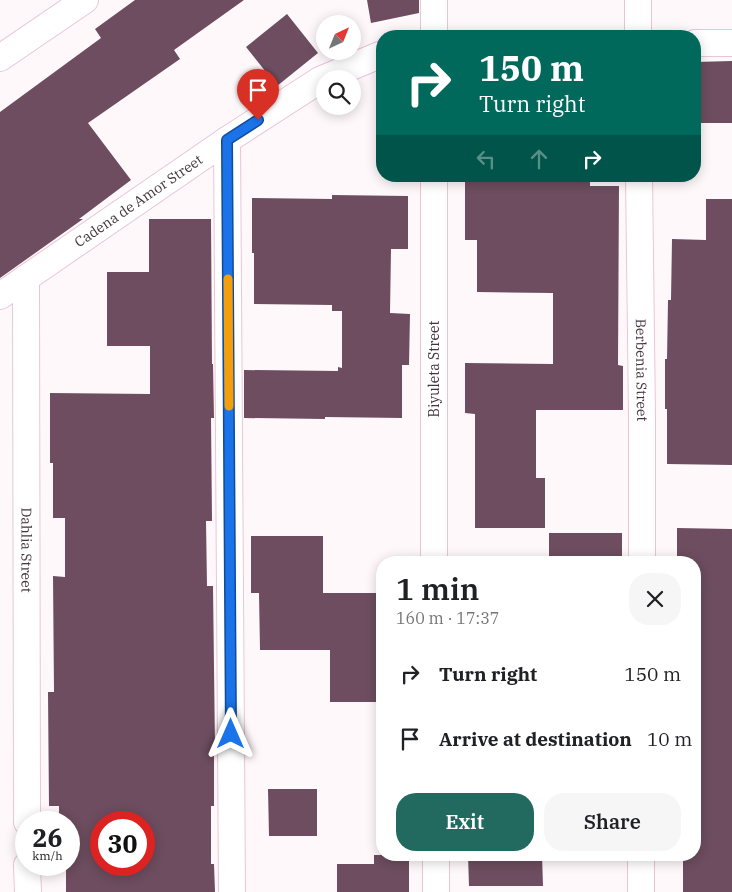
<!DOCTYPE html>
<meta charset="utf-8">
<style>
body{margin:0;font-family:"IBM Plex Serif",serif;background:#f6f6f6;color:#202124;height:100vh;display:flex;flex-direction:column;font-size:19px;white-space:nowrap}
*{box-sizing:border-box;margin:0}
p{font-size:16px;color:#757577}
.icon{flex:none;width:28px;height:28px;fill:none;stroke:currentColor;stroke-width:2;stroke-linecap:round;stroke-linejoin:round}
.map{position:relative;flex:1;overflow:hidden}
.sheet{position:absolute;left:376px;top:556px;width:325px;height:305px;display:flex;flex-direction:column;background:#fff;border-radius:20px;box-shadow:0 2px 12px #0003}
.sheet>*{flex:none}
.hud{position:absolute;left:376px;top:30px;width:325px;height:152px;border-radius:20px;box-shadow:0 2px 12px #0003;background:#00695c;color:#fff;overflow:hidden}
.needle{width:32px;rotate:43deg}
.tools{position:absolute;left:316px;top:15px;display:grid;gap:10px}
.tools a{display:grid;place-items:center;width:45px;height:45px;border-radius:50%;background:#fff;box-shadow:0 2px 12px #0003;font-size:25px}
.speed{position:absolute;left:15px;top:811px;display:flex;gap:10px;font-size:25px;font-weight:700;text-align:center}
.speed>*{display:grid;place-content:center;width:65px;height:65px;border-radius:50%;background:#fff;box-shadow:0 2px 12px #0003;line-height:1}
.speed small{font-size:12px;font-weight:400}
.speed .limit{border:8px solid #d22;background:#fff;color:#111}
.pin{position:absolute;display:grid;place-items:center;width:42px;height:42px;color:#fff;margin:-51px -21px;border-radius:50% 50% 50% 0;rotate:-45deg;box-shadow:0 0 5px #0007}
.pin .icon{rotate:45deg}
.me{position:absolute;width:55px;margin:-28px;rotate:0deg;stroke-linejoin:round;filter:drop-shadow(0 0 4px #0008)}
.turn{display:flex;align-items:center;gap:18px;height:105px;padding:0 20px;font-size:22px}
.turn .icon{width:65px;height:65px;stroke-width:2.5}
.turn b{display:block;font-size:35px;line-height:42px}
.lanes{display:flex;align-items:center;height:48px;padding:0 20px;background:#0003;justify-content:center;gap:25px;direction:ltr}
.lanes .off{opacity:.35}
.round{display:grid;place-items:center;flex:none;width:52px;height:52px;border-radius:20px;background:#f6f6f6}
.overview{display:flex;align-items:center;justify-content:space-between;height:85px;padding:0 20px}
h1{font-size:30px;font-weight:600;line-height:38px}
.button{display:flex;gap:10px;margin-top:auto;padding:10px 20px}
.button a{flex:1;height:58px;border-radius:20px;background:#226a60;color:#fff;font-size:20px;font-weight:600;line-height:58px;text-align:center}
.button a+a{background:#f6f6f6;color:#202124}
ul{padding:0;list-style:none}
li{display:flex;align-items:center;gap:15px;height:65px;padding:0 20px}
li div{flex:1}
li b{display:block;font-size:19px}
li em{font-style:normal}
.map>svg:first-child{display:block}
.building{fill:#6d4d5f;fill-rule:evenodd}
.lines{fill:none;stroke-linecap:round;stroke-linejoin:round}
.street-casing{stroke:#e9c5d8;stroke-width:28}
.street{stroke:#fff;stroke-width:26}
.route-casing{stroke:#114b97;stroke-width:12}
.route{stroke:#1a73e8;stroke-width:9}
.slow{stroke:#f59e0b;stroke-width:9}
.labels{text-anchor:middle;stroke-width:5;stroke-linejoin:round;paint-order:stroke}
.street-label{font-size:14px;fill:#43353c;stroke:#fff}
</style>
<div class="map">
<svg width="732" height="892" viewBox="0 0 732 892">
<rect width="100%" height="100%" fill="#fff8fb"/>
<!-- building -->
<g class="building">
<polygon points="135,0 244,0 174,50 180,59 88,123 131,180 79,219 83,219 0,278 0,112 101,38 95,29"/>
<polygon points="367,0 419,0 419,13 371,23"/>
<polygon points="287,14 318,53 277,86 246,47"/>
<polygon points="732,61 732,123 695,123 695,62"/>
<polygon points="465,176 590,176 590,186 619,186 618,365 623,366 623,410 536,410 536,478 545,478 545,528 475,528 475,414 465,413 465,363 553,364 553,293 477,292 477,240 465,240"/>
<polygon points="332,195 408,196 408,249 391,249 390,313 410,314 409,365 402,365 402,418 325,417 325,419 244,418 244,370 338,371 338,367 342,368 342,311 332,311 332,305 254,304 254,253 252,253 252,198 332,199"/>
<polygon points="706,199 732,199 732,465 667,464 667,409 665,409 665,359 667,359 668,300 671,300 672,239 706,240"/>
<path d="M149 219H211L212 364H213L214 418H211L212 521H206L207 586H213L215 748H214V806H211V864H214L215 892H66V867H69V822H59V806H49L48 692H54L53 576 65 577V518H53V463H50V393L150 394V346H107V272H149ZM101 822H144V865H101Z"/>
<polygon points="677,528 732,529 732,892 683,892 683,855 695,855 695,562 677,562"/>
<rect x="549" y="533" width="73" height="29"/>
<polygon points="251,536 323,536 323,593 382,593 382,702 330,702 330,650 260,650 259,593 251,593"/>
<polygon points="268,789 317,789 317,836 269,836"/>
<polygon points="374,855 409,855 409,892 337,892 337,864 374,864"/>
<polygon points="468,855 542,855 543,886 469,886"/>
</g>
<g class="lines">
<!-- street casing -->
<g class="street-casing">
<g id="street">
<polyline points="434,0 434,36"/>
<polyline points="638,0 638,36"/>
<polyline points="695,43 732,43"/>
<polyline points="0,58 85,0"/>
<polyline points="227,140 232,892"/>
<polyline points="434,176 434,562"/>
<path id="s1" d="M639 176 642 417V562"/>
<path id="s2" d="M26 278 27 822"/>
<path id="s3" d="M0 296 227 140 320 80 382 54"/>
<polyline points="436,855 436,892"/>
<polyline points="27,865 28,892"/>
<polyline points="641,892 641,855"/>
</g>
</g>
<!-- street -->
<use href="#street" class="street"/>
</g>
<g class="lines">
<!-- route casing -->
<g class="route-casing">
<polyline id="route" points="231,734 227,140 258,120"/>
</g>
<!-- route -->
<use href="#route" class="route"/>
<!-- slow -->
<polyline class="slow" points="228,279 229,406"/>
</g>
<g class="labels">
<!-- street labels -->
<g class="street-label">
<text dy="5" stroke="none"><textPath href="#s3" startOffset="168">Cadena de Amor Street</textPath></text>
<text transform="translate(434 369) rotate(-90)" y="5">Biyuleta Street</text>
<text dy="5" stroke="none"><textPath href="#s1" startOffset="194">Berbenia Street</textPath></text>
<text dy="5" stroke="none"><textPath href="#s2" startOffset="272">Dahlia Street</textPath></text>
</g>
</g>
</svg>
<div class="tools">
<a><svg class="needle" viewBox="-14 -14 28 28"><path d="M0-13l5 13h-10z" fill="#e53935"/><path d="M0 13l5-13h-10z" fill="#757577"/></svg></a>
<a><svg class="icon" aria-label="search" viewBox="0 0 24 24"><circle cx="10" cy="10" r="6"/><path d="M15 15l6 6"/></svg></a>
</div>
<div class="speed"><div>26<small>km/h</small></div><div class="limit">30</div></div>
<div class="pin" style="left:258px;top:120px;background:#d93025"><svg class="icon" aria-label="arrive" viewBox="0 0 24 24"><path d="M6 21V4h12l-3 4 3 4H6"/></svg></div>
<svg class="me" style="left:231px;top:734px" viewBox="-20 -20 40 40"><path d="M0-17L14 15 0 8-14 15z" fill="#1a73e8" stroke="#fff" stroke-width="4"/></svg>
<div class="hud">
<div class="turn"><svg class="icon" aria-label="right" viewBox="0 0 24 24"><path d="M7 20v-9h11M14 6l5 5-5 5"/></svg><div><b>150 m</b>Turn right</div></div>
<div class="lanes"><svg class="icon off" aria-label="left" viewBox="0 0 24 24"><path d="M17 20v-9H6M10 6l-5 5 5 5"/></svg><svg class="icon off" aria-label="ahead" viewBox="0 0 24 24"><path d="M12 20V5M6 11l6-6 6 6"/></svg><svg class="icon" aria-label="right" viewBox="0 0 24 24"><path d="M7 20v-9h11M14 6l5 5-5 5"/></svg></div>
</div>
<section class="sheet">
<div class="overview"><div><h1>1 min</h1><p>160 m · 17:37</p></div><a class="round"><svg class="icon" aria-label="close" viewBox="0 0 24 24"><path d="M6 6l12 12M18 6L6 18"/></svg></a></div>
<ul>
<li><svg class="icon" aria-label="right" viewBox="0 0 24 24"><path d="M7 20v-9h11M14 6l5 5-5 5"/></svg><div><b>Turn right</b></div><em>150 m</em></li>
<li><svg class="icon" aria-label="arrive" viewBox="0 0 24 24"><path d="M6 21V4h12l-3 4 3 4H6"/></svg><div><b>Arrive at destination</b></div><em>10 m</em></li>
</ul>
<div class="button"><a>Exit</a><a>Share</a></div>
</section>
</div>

...

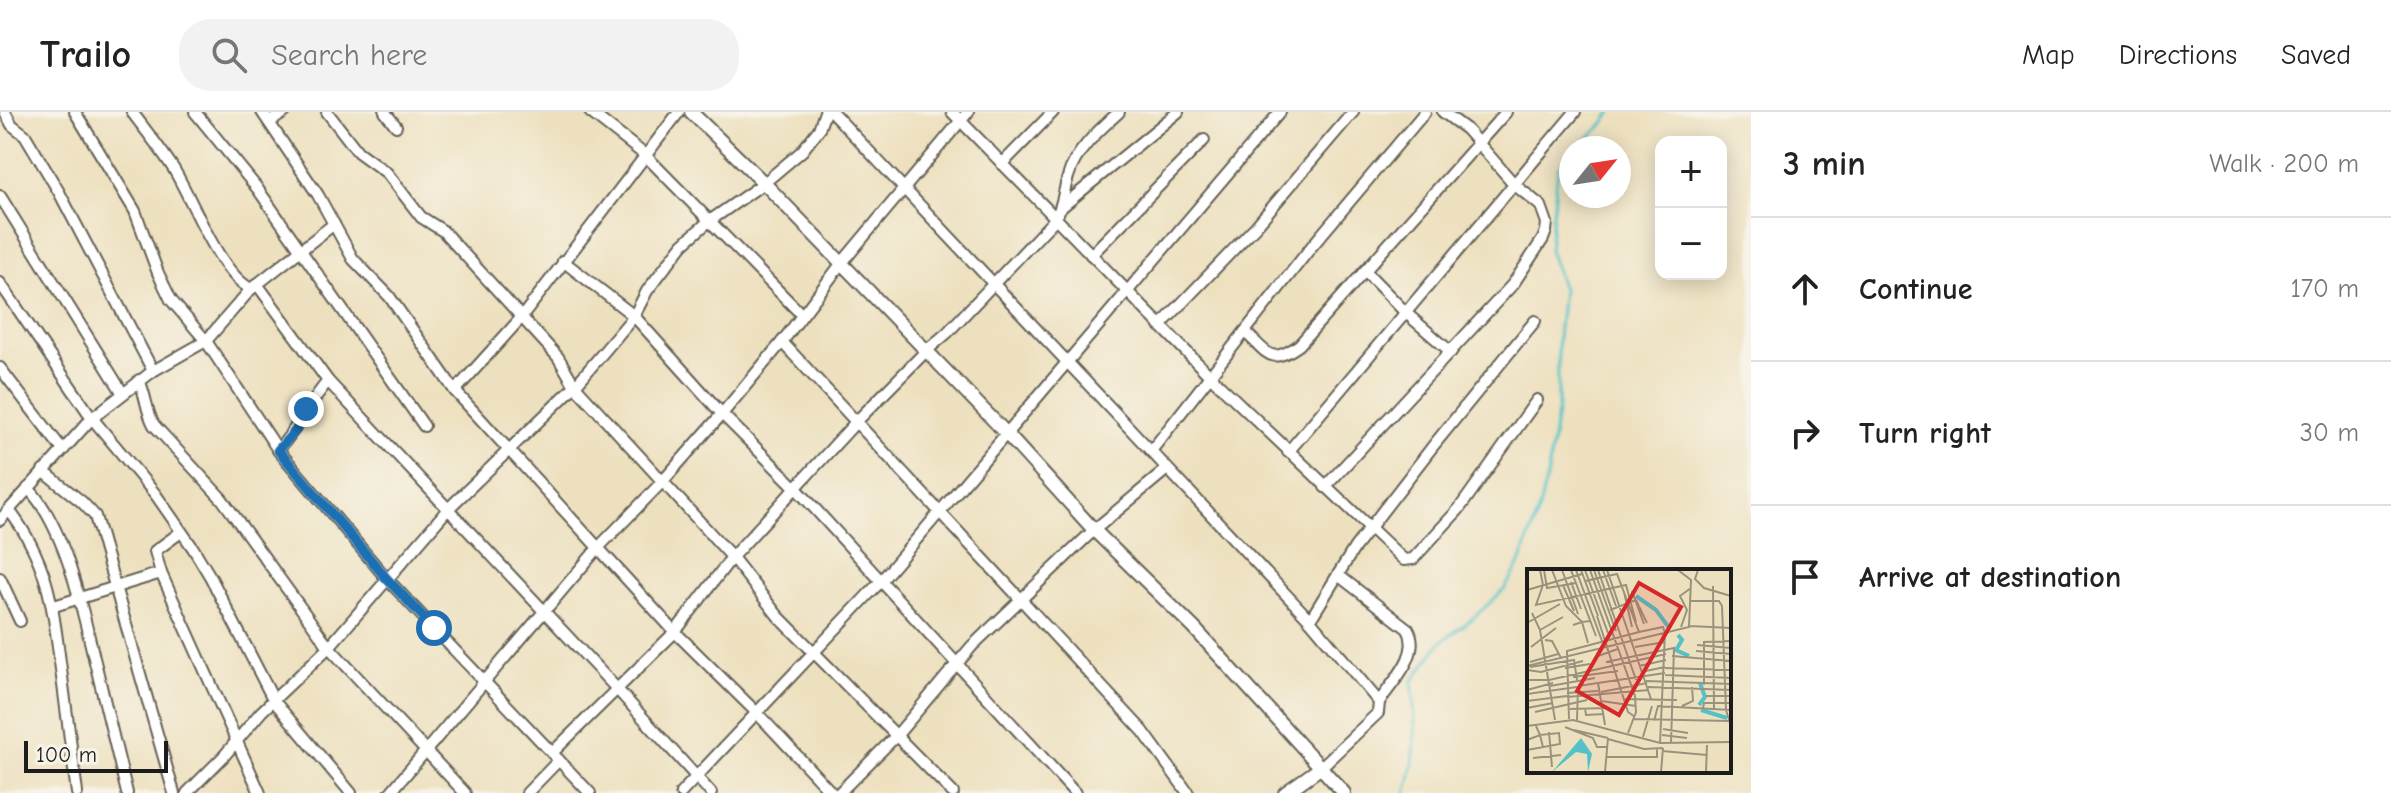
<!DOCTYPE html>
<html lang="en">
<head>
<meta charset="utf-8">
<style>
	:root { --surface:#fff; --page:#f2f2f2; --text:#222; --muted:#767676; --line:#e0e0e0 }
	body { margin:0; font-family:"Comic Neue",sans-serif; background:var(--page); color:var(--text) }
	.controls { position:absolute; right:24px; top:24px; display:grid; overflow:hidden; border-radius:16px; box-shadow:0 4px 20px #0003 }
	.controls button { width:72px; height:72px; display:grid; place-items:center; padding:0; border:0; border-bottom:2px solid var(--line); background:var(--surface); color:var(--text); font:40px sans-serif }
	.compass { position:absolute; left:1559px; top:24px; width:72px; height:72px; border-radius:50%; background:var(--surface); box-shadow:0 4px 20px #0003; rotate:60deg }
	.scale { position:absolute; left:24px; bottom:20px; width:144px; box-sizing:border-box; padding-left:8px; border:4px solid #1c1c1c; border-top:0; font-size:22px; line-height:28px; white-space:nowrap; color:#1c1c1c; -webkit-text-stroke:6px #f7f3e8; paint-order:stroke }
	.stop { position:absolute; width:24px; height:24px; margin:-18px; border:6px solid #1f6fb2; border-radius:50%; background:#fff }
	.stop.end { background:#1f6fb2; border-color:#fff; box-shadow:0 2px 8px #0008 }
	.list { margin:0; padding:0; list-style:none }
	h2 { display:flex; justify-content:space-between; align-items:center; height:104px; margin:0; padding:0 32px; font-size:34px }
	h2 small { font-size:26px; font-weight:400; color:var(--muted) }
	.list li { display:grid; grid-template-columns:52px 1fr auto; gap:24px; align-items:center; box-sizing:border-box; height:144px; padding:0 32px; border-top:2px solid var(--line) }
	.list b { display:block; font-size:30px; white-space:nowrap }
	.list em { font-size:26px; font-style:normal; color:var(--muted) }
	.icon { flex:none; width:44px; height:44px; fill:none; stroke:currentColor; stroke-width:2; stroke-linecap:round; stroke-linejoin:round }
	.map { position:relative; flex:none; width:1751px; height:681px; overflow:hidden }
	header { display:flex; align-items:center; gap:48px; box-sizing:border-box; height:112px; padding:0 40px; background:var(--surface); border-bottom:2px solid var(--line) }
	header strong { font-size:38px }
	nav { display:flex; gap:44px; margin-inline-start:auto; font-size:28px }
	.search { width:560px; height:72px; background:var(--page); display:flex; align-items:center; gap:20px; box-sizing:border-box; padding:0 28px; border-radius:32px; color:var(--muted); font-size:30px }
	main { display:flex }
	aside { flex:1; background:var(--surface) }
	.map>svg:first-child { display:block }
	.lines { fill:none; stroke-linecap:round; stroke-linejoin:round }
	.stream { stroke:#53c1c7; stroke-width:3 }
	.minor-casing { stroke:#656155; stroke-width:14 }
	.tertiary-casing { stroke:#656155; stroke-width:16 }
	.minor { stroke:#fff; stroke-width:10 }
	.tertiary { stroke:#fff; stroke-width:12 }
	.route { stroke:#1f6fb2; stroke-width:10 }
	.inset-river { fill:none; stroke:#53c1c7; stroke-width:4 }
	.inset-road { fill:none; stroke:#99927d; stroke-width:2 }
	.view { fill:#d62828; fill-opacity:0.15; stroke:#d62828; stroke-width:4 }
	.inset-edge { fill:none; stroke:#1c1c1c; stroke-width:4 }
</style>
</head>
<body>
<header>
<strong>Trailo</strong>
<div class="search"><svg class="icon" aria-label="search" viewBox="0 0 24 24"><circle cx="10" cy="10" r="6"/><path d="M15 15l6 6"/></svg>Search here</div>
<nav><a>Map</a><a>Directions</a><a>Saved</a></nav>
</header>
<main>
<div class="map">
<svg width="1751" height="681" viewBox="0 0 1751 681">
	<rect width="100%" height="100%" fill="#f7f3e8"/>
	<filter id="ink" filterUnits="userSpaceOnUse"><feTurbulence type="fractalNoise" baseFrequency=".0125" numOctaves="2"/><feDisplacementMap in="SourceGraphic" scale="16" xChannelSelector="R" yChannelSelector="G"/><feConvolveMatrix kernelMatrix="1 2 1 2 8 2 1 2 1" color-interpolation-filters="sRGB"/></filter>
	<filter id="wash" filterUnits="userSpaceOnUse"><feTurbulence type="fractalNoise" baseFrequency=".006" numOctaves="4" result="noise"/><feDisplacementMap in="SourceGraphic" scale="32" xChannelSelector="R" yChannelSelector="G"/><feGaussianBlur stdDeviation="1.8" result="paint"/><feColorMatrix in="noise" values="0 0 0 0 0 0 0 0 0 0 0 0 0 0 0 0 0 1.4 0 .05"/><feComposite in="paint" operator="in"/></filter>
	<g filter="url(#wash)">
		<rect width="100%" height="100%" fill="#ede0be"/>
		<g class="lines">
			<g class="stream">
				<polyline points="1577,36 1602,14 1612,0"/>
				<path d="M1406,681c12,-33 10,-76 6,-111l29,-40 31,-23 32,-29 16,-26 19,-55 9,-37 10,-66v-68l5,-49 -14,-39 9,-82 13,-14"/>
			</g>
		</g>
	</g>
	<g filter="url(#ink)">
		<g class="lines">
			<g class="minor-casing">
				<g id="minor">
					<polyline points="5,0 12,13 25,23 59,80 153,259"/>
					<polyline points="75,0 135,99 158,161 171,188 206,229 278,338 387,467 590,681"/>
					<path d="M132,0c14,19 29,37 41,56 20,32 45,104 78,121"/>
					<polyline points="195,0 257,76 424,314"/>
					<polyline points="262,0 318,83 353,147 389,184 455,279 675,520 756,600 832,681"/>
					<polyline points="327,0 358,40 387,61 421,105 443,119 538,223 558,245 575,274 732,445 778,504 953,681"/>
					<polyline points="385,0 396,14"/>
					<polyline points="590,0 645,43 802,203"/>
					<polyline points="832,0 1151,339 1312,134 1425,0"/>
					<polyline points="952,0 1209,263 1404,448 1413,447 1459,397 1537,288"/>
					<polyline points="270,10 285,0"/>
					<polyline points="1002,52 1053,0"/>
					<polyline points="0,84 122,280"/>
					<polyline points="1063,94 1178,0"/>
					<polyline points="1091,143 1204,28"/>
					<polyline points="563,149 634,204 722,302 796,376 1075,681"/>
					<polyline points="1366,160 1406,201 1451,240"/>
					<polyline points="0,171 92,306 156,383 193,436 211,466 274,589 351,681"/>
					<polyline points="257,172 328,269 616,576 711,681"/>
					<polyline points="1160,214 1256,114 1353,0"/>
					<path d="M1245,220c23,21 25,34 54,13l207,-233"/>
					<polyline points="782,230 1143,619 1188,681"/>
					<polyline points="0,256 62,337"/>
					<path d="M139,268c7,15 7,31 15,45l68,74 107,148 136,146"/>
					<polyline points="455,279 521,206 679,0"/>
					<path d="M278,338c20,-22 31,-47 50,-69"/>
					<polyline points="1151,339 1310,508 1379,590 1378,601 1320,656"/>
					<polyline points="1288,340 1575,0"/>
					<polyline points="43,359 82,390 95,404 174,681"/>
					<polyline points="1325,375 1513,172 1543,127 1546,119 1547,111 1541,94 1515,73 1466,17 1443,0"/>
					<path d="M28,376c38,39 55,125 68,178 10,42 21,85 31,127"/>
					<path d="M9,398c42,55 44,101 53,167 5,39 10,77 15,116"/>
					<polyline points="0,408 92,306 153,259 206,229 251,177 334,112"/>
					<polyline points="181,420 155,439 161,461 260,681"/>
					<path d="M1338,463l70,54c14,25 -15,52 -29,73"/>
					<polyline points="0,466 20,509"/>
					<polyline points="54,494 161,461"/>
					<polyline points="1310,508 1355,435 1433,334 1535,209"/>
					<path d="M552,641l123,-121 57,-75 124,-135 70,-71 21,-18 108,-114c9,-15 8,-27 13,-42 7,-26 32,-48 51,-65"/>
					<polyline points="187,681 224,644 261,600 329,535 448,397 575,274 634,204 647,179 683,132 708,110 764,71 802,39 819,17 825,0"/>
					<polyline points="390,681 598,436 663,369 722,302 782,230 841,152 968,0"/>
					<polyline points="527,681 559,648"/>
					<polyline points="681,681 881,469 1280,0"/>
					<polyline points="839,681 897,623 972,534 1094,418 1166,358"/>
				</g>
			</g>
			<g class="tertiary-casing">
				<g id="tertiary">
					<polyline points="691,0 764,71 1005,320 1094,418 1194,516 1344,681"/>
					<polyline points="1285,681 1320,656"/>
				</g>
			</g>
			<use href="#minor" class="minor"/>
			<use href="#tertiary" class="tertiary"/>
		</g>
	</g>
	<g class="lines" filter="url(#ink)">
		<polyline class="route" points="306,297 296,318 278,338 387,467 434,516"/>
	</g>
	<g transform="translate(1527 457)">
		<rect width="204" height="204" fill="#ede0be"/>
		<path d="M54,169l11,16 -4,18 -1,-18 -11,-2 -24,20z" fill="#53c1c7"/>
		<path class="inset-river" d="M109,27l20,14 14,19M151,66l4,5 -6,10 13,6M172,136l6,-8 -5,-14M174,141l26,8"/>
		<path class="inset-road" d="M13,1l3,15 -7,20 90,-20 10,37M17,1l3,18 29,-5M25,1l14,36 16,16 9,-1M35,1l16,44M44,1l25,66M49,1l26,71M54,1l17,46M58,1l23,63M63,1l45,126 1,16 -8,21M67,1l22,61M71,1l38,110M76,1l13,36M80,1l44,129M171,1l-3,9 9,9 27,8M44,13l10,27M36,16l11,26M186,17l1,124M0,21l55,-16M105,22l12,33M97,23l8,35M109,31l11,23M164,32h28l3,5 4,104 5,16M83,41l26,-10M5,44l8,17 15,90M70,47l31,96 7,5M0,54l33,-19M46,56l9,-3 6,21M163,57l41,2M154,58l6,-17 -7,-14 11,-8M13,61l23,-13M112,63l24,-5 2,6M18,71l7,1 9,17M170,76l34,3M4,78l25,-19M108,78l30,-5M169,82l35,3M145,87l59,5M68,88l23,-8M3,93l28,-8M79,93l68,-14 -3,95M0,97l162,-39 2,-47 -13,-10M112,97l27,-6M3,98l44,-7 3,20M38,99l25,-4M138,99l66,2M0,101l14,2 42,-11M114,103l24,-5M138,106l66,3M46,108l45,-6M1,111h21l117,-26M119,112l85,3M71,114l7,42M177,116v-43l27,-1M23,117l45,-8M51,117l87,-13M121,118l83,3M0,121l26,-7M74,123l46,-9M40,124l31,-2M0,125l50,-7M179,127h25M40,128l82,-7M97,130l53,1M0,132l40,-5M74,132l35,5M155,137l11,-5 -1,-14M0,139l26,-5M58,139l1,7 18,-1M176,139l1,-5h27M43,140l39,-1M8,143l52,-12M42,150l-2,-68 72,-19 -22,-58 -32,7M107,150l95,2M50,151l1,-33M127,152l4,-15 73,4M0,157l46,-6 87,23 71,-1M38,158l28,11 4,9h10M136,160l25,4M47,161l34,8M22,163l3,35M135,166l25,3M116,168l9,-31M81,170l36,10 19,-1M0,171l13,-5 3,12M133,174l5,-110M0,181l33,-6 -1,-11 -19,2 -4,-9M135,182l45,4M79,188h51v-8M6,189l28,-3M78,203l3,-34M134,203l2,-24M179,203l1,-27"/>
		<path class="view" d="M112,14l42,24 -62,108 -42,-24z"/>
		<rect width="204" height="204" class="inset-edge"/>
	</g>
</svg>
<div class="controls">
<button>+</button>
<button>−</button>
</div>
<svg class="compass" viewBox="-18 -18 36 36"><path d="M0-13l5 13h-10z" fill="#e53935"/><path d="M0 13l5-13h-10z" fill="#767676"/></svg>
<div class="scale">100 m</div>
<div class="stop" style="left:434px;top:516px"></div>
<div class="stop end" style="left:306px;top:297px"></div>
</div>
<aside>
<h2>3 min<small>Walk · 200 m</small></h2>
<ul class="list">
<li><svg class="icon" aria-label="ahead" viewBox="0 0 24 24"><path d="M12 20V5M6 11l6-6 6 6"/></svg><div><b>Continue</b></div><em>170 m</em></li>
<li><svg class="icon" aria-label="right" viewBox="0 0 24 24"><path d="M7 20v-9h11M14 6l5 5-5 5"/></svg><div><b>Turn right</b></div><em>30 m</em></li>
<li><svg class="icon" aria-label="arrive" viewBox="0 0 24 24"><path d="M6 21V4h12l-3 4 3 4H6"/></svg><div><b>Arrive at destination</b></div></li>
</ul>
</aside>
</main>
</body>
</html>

WHAT IS EXPECTED:
The lines you need are those containing "numOctaves"; find them in the records and copy them.

ANSWER:
	<filter id="ink" filterUnits="userSpaceOnUse"><feTurbulence type="fractalNoise" baseFrequency=".0125" numOctaves="2"/><feDisplacementMap in="SourceGraphic" scale="16" xChannelSelector="R" yChannelSelector="G"/><feConvolveMatrix kernelMatrix="1 2 1 2 8 2 1 2 1" color-interpolation-filters="sRGB"/></filter>
	<filter id="wash" filterUnits="userSpaceOnUse"><feTurbulence type="fractalNoise" baseFrequency=".006" numOctaves="4" result="noise"/><feDisplacementMap in="SourceGraphic" scale="32" xChannelSelector="R" yChannelSelector="G"/><feGaussianBlur stdDeviation="1.8" result="paint"/><feColorMatrix in="noise" values="0 0 0 0 0 0 0 0 0 0 0 0 0 0 0 0 0 1.4 0 .05"/><feComposite in="paint" operator="in"/></filter>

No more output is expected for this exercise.